When P. J. O’Rourke, H. L. Mencken research fellow at the Cato Institute, spoke at the 20th Annual Benefactor Summit on February 9, it didn’t take him long to settle into his comic groove. It being only a few days after Super Tuesday, he had plenty of source material.

“Rudy Giuliani’s lofty campaign promise is that there will be a tragedy every week.” “Everyone respects John McCain. He’s tough. He’s consistent. He’s wrong.” As for Mitt Romney, he “should go back into business.”

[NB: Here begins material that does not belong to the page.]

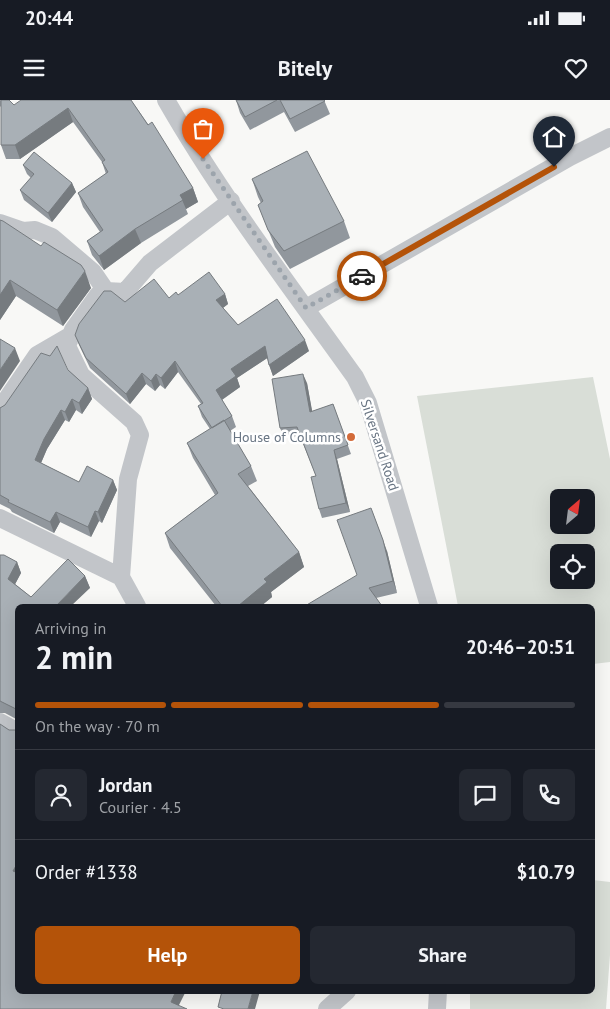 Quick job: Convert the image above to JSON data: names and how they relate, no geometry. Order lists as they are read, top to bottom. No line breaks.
{"streets":{"street":["Silversand Road"]},"places":["House of Columns"],"north":"top right","page":{"status":"20:44","header":"Bitely","heading":["2 min","Arriving in","20:46–20:51"],"panel":["Jordan","Courier · 4.5","Order #1338","$10.79"],"bar":"On the way · 70 m","buttons":["Help","Share"]}}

Characterizing Barack Obama as having the “Disney factor,” he said America seems to have forgotten he’s still only a politician. “Politicians are like the Seven Dwarves. They’re short — short on ethics, short on experience, and short on common sense,” he said to roars from Cato Sponsors. “But we keep thinking one of these dwarves is going to save our snow white butt.” Lamenting that Bill Richardson, Joe Biden, and Chris Dodd — “the three Democrats actually qualified to be president” — had exited the race, he expressed the hope that John Edwards (and his hair) and Hillary Clinton (and her husband) do the same.

P. J. O’Rourke is not alone among Cato scholars in having no horse in this race. Ed Crane, founder and president of the Cato Institute, doesn’t much care for John McCain’s saber-rattling, and reserves special scorn for his free-speech-restricting campaign finance regulations, as he pointed out most recently in a January Examiner interview. But the alternatives may be worse. In a Financial Times op-ed “Is Hillary Clinton a Neocon?” Crane asserted that Hillary Clinton fundamentally rejects the American liberal tradition. Instead of protecting life, liberty, and the pursuit of happiness, Clinton would give Americans “national goals” — and socialized healthcare.

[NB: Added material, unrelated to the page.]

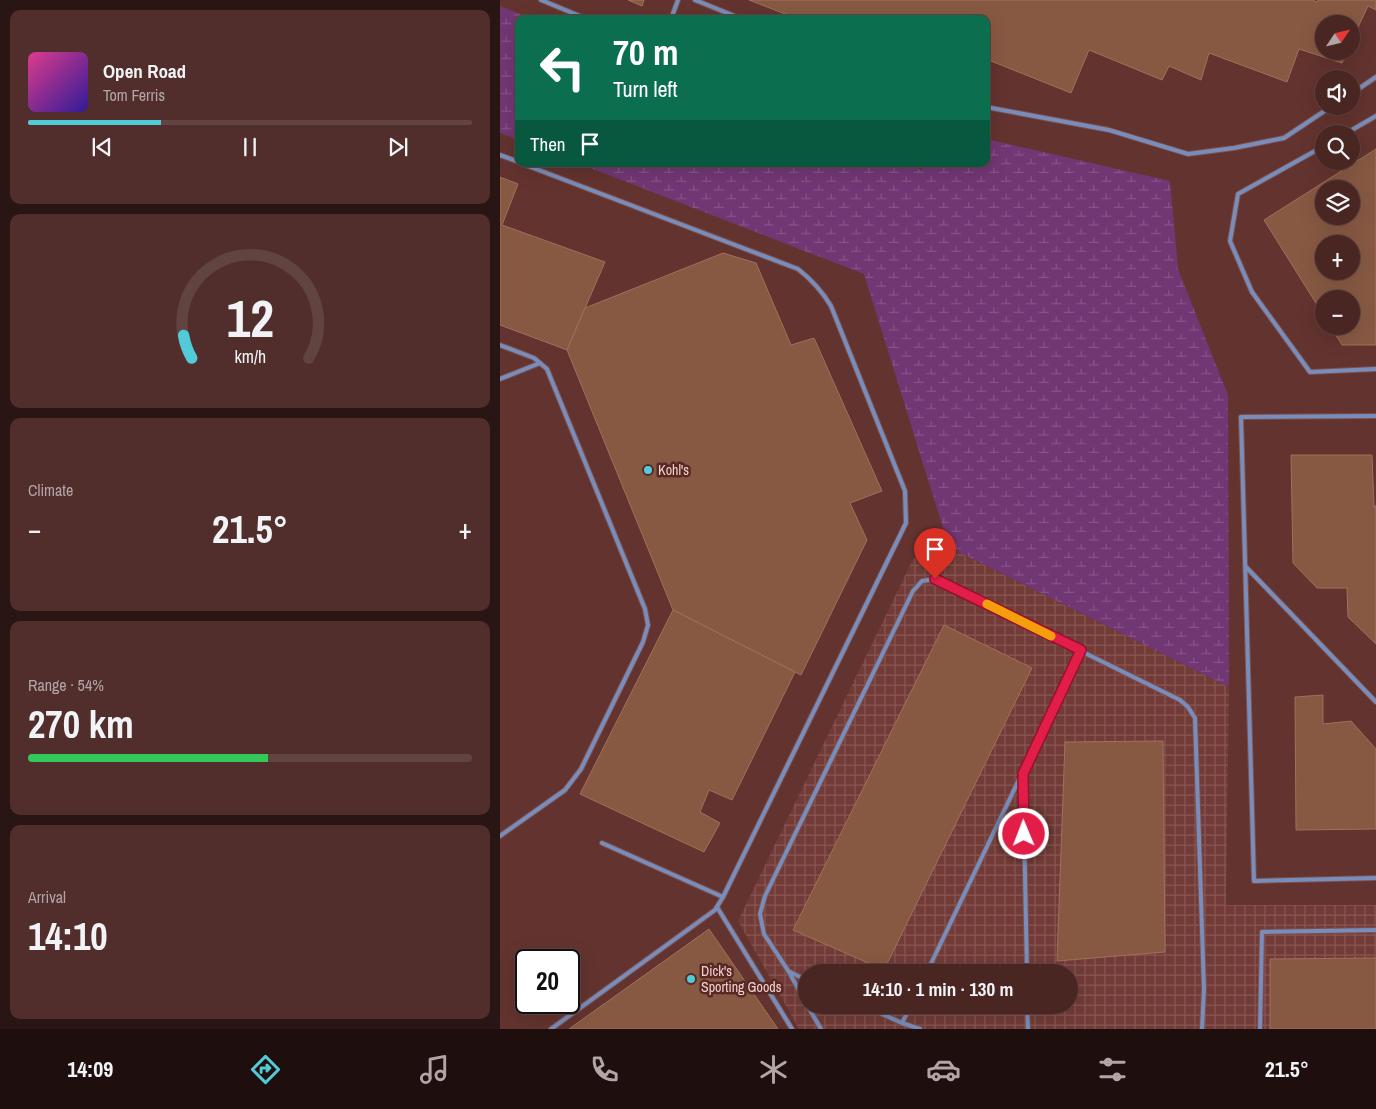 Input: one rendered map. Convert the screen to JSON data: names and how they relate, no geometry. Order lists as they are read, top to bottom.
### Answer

Meanwhile Barack Obama, despite his billing, does not represent “change” either, says David Boaz, executive vice president at the Cato Institute. “When you strip away all the verbiage, what is left is a shorter version of Hillary Clinton’s speeches,” he said at a February 13 book launch party for The Politics of Freedom. Obama would provide a subsidy, a handout, a program, or a transfer to every identifiable interest group in society, said Boaz. For all the talk about rising above partisanship and transcending polarization, what Obama is really saying is that as president he — and not Hillary — would be able to “overcome America’s resistance to big government.” Meanwhile, Will Wilkinson, research fellow at the Cato Institute, had Obama pegged as far back as 2005. Writing in the American Spectator on a June 4, 2005, Obama commencement address at Knox College, Wilkinson praised Obama’s oratory, but said, when it comes to substance, he and his supporters must face the fact that “the New Deal … has not been new for 70 years now.”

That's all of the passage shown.